*** Given entries Section Begins ***
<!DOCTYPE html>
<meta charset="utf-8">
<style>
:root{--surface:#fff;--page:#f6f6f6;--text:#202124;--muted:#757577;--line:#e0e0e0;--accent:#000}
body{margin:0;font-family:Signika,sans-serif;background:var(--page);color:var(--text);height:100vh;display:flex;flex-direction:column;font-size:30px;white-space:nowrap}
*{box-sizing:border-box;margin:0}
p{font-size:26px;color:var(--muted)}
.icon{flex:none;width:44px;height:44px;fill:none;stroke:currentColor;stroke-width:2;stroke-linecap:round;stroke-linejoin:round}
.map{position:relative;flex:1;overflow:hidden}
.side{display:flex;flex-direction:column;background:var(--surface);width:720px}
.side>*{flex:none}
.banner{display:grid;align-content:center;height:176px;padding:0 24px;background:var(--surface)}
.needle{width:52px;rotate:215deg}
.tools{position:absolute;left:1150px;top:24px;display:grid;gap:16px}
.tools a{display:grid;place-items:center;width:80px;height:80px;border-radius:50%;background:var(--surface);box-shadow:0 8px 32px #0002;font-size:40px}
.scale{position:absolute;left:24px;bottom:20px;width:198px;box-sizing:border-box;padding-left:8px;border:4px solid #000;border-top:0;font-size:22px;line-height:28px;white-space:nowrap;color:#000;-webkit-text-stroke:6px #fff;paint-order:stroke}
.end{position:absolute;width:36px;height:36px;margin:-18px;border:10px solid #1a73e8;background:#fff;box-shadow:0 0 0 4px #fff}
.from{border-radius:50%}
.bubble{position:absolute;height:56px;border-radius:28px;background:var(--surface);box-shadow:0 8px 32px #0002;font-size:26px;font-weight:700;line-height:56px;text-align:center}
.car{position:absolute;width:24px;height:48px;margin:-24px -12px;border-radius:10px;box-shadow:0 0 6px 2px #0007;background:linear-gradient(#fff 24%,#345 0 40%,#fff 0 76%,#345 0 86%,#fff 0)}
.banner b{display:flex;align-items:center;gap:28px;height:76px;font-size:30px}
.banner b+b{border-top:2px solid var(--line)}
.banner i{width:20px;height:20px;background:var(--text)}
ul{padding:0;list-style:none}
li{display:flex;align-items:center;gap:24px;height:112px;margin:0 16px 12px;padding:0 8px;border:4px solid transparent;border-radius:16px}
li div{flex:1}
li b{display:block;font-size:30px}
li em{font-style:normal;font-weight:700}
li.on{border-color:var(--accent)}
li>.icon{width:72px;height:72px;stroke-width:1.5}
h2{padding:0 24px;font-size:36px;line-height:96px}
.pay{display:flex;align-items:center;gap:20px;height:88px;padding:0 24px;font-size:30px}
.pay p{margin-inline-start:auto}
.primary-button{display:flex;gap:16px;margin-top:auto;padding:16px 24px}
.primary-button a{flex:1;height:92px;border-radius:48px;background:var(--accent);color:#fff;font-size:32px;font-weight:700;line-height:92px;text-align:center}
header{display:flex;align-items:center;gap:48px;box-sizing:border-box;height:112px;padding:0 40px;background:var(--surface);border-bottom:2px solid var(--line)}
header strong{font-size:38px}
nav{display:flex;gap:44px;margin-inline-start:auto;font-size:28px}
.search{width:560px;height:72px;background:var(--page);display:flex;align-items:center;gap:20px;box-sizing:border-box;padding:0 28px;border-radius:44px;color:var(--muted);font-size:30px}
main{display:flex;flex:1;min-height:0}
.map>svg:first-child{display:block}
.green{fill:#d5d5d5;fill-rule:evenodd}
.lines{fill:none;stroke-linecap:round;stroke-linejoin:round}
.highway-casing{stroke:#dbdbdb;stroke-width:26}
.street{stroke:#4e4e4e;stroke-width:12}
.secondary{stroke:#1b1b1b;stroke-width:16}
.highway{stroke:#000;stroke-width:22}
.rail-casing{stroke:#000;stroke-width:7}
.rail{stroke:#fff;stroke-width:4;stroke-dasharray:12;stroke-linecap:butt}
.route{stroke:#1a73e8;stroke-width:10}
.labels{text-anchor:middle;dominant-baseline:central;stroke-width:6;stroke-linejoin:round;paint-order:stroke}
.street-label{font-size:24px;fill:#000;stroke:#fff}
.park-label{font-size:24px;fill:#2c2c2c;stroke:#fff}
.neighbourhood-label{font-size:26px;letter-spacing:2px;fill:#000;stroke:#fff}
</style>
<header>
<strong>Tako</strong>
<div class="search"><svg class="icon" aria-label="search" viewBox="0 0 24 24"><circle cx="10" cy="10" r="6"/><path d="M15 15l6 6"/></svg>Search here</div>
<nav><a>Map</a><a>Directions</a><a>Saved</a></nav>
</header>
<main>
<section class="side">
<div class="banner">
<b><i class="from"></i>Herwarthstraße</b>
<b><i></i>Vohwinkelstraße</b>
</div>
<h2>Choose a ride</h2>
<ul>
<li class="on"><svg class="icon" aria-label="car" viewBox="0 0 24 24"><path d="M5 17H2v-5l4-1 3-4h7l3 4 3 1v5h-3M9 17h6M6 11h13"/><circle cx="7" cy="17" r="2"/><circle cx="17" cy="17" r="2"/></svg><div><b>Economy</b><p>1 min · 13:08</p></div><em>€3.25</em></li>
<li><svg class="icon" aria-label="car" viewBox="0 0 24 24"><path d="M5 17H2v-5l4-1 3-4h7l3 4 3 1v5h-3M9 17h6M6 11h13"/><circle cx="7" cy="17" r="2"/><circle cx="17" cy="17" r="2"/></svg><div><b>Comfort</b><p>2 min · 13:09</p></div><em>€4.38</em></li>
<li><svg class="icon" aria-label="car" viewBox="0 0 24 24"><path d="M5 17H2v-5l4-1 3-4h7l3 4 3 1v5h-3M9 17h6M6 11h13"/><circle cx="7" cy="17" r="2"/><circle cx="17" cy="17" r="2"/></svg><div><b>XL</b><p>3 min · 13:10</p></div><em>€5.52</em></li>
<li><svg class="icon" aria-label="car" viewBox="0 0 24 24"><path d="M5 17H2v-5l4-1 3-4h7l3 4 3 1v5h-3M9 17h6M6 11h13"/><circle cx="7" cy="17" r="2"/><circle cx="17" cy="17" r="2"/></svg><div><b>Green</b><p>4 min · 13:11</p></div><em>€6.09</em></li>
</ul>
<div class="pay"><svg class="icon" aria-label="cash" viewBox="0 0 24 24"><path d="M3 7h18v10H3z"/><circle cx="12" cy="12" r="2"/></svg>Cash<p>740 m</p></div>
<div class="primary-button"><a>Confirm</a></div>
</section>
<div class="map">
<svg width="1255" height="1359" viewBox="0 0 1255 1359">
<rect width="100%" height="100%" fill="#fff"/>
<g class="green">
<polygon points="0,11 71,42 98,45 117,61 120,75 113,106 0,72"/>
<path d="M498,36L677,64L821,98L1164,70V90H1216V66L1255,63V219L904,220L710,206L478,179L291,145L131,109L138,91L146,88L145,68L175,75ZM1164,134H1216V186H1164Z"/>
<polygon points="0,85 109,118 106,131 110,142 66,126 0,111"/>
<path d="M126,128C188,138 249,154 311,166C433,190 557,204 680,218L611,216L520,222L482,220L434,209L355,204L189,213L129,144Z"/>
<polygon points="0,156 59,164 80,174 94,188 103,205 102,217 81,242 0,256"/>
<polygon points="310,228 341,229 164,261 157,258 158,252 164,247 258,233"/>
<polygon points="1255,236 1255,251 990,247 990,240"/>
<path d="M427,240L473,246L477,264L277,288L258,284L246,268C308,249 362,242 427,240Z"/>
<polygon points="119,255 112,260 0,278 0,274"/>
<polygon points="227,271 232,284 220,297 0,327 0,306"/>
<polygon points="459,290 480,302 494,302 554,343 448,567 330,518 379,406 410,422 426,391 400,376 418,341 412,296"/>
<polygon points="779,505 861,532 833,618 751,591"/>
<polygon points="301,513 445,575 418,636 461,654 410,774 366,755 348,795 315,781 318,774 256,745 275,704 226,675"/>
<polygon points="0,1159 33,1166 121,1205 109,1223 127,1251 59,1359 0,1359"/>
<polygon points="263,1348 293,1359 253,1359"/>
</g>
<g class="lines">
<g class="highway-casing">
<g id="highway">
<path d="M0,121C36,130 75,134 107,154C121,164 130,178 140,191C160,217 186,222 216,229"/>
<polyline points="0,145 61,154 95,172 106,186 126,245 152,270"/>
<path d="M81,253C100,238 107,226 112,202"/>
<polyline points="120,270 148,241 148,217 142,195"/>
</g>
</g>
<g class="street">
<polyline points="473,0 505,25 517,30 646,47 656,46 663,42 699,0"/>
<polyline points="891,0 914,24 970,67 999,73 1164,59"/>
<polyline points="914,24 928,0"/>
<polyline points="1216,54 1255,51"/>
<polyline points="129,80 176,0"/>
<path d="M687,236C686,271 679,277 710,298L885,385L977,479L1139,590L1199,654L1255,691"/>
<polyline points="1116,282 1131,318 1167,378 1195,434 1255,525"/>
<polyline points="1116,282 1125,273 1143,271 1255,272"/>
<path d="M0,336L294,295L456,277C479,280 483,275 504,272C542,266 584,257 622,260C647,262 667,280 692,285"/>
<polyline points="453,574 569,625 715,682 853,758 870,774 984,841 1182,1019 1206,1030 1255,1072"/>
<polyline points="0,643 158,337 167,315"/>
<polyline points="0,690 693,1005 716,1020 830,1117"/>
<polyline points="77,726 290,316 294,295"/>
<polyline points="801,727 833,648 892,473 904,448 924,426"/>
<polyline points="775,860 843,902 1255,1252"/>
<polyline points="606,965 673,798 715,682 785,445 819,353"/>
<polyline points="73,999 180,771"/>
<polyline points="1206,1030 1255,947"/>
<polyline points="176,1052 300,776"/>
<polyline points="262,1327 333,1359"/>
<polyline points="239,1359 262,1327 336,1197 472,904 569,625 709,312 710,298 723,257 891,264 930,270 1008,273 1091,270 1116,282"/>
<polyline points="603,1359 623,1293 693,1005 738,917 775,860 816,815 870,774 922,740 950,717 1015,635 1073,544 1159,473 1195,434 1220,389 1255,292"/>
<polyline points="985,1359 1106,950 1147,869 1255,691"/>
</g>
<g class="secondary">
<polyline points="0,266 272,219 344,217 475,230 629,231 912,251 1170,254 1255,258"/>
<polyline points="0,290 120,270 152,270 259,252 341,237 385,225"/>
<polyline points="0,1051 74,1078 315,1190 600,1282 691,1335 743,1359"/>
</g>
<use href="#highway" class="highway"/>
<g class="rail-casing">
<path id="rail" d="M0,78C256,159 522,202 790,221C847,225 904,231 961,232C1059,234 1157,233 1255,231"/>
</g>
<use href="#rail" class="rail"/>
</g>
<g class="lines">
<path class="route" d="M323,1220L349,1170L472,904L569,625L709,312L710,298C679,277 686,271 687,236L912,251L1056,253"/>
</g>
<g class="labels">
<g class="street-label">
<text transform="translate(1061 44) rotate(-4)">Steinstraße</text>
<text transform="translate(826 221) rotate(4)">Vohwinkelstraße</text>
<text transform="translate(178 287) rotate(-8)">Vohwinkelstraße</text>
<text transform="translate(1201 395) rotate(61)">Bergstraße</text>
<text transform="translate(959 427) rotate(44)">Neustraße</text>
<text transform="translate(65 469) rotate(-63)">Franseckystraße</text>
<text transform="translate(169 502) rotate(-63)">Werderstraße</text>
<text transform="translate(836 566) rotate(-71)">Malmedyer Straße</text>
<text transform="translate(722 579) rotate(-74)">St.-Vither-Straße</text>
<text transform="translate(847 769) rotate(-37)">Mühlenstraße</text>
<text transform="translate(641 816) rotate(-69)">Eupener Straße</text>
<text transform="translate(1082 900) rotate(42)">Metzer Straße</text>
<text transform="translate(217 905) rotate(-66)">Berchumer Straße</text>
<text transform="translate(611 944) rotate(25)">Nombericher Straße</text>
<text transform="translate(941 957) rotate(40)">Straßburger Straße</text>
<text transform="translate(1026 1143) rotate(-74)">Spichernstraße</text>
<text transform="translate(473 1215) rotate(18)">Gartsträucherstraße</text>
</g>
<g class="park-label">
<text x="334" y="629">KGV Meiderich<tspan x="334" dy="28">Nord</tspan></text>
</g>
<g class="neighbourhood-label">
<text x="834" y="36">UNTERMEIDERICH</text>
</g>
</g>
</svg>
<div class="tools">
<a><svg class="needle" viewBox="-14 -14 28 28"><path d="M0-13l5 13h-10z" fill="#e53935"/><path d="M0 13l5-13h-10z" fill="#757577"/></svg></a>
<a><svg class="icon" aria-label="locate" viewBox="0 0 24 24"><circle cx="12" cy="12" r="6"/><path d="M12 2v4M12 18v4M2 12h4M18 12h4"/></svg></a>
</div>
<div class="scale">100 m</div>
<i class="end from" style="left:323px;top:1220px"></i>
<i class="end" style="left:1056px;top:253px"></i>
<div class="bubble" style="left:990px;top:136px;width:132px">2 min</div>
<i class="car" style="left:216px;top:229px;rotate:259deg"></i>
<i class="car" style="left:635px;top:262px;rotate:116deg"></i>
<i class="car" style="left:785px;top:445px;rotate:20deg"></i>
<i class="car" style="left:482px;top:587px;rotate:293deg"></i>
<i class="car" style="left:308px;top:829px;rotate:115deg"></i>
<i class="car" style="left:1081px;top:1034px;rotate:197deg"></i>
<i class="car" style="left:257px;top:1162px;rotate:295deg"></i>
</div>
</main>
*** Given entries Section Ends ***
◆ How to complete this task ◆
Extract every line from the records above that contains the word "fill".

◆ Exercise result ◆
.icon{flex:none;width:44px;height:44px;fill:none;stroke:currentColor;stroke-width:2;stroke-linecap:round;stroke-linejoin:round}
.green{fill:#d5d5d5;fill-rule:evenodd}
.lines{fill:none;stroke-linecap:round;stroke-linejoin:round}
.street-label{font-size:24px;fill:#000;stroke:#fff}
.park-label{font-size:24px;fill:#2c2c2c;stroke:#fff}
.neighbourhood-label{font-size:26px;letter-spacing:2px;fill:#000;stroke:#fff}
<rect width="100%" height="100%" fill="#fff"/>
<a><svg class="needle" viewBox="-14 -14 28 28"><path d="M0-13l5 13h-10z" fill="#e53935"/><path d="M0 13l5-13h-10z" fill="#757577"/></svg></a>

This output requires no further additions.